My father's strategy was working. It was a brutal, Darwinian exchange rate: trading the cheap, renewable resource of human life for the expensive, slow-recovering resource of enemy primival essence. He was clogging their meat grinder with so much gristle that the gears would eventually jam.
"The patient is bleeding," I analyzed, watching the red river expand. "But the fever is breaking." It was a inspiration in itself.
The Hei Tribe was focused entirely on the frontal assault. Their scouts were watching the crushing mass of humanity. Their commanders were screaming for more essence stones to replenish their troops. Their attention was fixed on the blood.
"Now," I signaled mentally.
I turned my back on the slaughter.
"While the eyes of the world are fixed on the spectacle... we move."
I reached into my aperture and poured my Red Steel essence into the Rank 2 Battle Disk Gu.
Hummmm.
The bronze plate hovered invisibly in my chest. In my mind's eye, a spectral, topographical map unfolded. It was wire-frame and glowing with data. The complex terrain of the ravine appeared in jagged lines of white light.
Twelve hundred green dots appeared on the map—my wolves.
"Right Flank. Ravine Sector. Silence Protocol."
I pushed the command through the link of my 30-man Soul.
It felt like pressing a heavy, wet blanket over the minds of the beasts. The natural instincts of the wolves—to howl at the smell of blood, to growl at the tension in the air, to fight for dominance within the pack—were suffocated.
My soul acted as their collective nervous system, overriding their biology with my will.
"Forward."
I nudged my Steel-Back Wolf King. Its metallic fur clinked softly like chainmail as it stepped into the shadow of the ravine.
Behind me, the pack followed.
We slipped into the narrow cut in the rock that ran parallel to the main battlefield. The walls of the ravine were high and sheer, blocking out the pale sun and the sight of the dying army. The ground here was treacherous—loose shale hidden beneath deceptive layers of snow, deep crevasses that could swallow a horse whole.
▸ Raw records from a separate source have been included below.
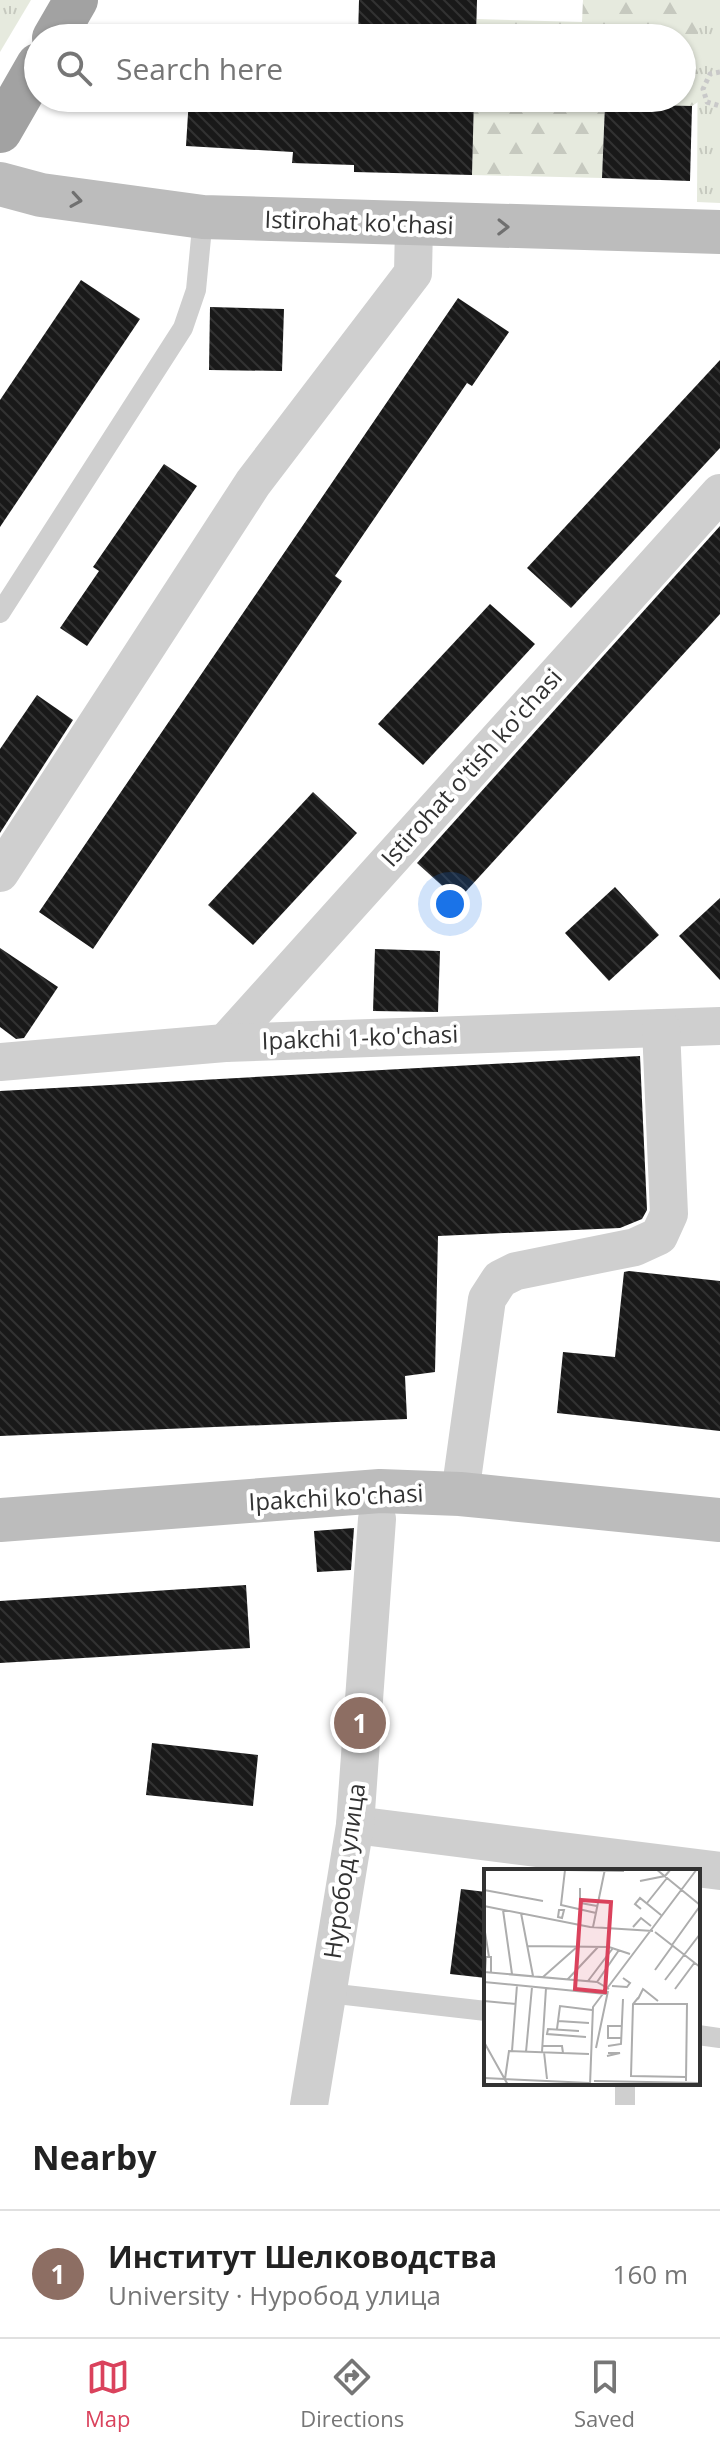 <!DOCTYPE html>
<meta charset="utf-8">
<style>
body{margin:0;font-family:"Open Sans",sans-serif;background:#f6f6f6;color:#222}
.you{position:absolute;left:450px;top:904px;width:28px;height:28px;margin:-20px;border:6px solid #fff;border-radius:50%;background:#1a73e8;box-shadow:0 0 0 12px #1a73e833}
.badge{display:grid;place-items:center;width:52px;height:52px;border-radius:50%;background:#da425c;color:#fff;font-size:26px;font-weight:700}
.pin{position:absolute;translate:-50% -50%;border:4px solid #fff;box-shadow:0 2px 8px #0006}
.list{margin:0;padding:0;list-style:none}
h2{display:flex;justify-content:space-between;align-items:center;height:104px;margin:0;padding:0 32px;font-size:34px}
h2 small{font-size:26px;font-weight:400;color:#767676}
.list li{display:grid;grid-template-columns:52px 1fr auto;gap:24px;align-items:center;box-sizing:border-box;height:128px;padding:0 32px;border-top:2px solid #e0e0e0}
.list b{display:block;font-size:30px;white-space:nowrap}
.list p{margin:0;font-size:26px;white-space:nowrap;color:#767676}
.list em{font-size:26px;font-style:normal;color:#767676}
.icon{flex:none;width:44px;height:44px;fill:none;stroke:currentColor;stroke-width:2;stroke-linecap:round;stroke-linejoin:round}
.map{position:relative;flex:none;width:720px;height:2105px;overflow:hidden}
.search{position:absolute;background:#fff;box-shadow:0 2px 6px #0004;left:24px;right:24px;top:24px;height:88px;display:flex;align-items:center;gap:20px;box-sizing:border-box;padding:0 28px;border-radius:44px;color:#767676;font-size:30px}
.sheet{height:232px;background:#fff}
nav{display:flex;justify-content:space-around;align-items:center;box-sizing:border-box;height:112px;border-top:2px solid #e0e0e0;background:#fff;font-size:22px;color:#767676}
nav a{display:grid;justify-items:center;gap:4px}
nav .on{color:#da425c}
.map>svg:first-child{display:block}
.grass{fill:url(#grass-tufts)}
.forest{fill:url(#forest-firs)}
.building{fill:url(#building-back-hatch)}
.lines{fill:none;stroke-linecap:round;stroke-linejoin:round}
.path{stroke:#c9c9c9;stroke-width:5;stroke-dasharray:4 4;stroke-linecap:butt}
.service{stroke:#cfcfcf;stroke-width:20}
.minor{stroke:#cfcfcf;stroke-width:38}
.secondary{stroke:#bcbcbc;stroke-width:44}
.trunk{stroke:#a2a2a2;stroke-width:44}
.oneway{stroke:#707070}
.labels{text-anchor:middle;stroke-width:8;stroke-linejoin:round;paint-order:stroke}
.street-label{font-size:24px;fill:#323232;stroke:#fff}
.inset-road{fill:none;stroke:#adadad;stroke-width:2}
.view{fill:#da425c;fill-opacity:0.15;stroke:#da425c;stroke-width:4}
.inset-edge{fill:none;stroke:#323232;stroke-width:4}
</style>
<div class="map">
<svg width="720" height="2105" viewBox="0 0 720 2105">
<defs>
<pattern id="grass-tufts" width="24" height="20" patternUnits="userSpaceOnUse" patternTransform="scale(2)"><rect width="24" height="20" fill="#e6eade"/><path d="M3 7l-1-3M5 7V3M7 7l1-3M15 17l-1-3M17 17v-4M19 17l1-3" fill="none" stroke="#c6c9bf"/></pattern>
<pattern id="forest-firs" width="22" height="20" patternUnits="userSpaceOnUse" patternTransform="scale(2)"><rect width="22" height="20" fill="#e6eade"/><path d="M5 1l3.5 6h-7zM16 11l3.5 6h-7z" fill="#c6c9bf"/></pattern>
<pattern id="building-back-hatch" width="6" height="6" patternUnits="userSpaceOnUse" patternTransform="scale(2)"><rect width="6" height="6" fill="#191919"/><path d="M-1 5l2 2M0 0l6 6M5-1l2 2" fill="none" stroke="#323232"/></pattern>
</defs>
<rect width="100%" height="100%" fill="#fff"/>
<g class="grass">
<polygon points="0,0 31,0 0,52"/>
<polygon points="698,0 720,0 720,203 697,202"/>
</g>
<polygon class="forest" points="583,0 698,0 698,102 692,106 605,104 602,178 472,175 474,98 682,98 682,38 476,38 477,19 582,22"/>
<g class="building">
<polygon points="359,0 477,0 476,38 358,38"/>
<polygon points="189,98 474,98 472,175 354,172 354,165 292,163 293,152 186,146"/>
<polygon points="605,104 692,106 690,181 602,178"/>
<polygon points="81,280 140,319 0,527 0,400"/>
<polygon points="458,298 509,332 472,386 467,383 335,576 342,581 93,949 39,912"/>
<polygon points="210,307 284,309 282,371 209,370"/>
<polygon points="720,360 720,448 571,608 527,568"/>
<polygon points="164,464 197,486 87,646 60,628 99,571 93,567"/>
<polygon points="720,526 720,614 458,900 417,863"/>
<polygon points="490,604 535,644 423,765 378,724"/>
<polygon points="37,695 73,720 0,833 0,749"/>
<polygon points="313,792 357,833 253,945 208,905"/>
<polygon points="615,887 659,935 609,981 565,933"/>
<polygon points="720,898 720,980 679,936"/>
<polygon points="0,948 58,987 24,1038 16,1039 0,1027"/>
<polygon points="375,949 440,951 438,1012 373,1011"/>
<polygon points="640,1056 647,1210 642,1219 620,1228 438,1236 435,1372 405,1376 407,1419 0,1436 0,1091"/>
<polygon points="629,1271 720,1281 720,1431 557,1413 563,1352 615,1357 624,1272"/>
<polygon points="354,1528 351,1570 317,1572 314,1531"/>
<polygon points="246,1585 250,1648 0,1663 0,1601"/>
<polygon points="152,1743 258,1755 253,1806 146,1795"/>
<polygon points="461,1889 486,1892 486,1978 450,1974"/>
</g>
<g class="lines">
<polyline class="path" points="720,72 710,74 703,89 707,102 720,106"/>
<g class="service">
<polyline points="0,613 183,328 196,290 203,217"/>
<polyline points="328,1993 486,2011"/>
<polyline points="698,2035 720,2038"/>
<polyline points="625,2083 625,2105"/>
</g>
<g class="minor">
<polyline points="0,873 253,483 413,273 414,225"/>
<polyline points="225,1043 720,493"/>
<polyline points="0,1062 225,1043 720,1026"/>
<polyline points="460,1494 487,1299 500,1279 516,1271 635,1247 659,1236 669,1214 661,1028"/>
<polyline points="355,1825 720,1871"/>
<polyline points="309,2105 355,1825 377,1519"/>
</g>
<g class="secondary">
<polyline points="0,184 41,195 203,217 720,232"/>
<polyline points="0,1520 380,1491 460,1494 720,1520"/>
</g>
<g class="trunk">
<polyline points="54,38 76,0"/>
<polyline points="0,131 38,65"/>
</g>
</g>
<defs><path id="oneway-chevron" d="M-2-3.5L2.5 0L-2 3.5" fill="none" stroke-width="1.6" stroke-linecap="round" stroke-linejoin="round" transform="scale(2)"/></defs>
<g class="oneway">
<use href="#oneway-chevron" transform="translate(76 200) rotate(9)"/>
<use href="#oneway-chevron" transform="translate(503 227) rotate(1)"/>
</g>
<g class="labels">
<g class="street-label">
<text transform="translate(359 223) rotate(2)" y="8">Istirohat ko'chasi</text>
<text transform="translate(472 768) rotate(-48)" y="8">Istirohat o'tish ko'chasi</text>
<text transform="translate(360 1038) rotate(-2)" y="8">Ipakchi 1-ko'chasi</text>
<text transform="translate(336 1498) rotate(-3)" y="8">Ipakchi ko'chasi</text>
<text transform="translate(345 1871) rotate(-82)" y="8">Нуробод улица</text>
</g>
</g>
<g transform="translate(484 1869)">
<rect width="216" height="216" fill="#fff"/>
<path class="inset-road" d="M27,0l113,2M172,0l44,36M81,1l-4,35 35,8M156,12l25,-5 6,-7M96,19v15l17,3M0,21l59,11M163,34l20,-25M0,37l106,21 63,4M157,40l-6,-5 5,-6 21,17M19,41l9,64M75,41h5l-2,8 -4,-1zM37,44l12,63M0,57l5,31M109,58l12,-58M149,58l8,-9 10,8M171,63l45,35M188,76l28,-39M43,77l82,1 21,7M171,101l18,-25M0,103l113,10 12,7M1,103l1,-15h5v16M59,108l35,-31M84,110l30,-32M181,111l35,-46M104,112l25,-33M0,113l122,12M113,113l22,-32M128,117l15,1 3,-4 -7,-5M191,120l20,-27M154,129l-5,6 -2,72 55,1M154,130l5,-10 15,12M0,132l32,3M149,135h54l-1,77M74,152l31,2M73,160l3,-23 32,4M95,162l-31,-2 -1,5 39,3M137,169h-13v-12h14M0,173l24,43M58,177h20l1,7M124,177l13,-2 2,-45M112,179l12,-57M28,182l5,-66M42,183l6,-65M58,183l4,-64M60,183l3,27M123,187l13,-3h-12M0,209l106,5M21,210l4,-28 80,3M110,212l106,2M106,216l3,-78 104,-138"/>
<path class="view" d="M97,31l30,2 -6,90 -30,-3z"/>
<rect width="216" height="216" class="inset-edge"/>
</g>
</svg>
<div class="you"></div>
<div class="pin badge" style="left:360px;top:1723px;background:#8d6e63">1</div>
<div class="search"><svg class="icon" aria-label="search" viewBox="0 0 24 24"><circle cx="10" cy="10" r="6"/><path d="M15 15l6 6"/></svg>Search here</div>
</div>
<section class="sheet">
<h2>Nearby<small></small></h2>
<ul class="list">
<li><span class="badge" style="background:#8d6e63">1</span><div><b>Институт Шелководства</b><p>University · Нуробод улица</p></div><em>160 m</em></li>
</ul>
</section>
<nav>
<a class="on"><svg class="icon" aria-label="map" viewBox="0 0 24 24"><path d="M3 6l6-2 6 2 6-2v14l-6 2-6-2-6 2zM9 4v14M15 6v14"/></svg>Map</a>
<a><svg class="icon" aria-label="directions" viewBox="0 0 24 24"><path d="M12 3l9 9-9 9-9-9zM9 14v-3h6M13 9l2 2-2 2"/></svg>Directions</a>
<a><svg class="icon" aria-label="saved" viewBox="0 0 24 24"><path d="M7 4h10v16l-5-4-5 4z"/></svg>Saved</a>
</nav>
But for wolves, this was a highway.
The Lightning Frenzy Wolves moved with twitchy, suppressed energy, their paws placing delicately on the rocks to avoid dislodging stones.
The Wind Wolves padded silently, their bodies aerodynamic, cutting through the canyon drafts without a sound.
The Steel-Backs formed a heavy, grinding column in the center, their weight settling the loose earth.
We moved like a liquid shadow, flowing uphill.
To my left, Yue Yin rode her Night Wolf. In the shadows of the ravine, she was practically invisible. Even with my Unlucky Gambling Eye, I had to focus to see the outline of her form.
"The noise outside covers our movement," she whispered, her voice projected directly to my ear. "But if we are spotted by a patrol, the alarm will be raised instantly."
"There are no patrols," I replied, my eyes fixed on the Battle Disk projection. "The Hei Tribe is arrogant. They believe this terrain is impassable. And they are too busy killing my clansmen to look at the shadows."
I looked up at the strip of grey sky visible between the canyon walls. Black smoke was beginning to rise from the main battlefield—the burning oil used by the Ju Tribe's siege engines.
The screams of the dying faded into a dull roar behind us, muffled by the rock.
We were no longer part of the war. We were the infection bypassing the immune system, heading straight for the vital organs.
"Keep the pace," I ordered the pack. "We have an appointment with their commander."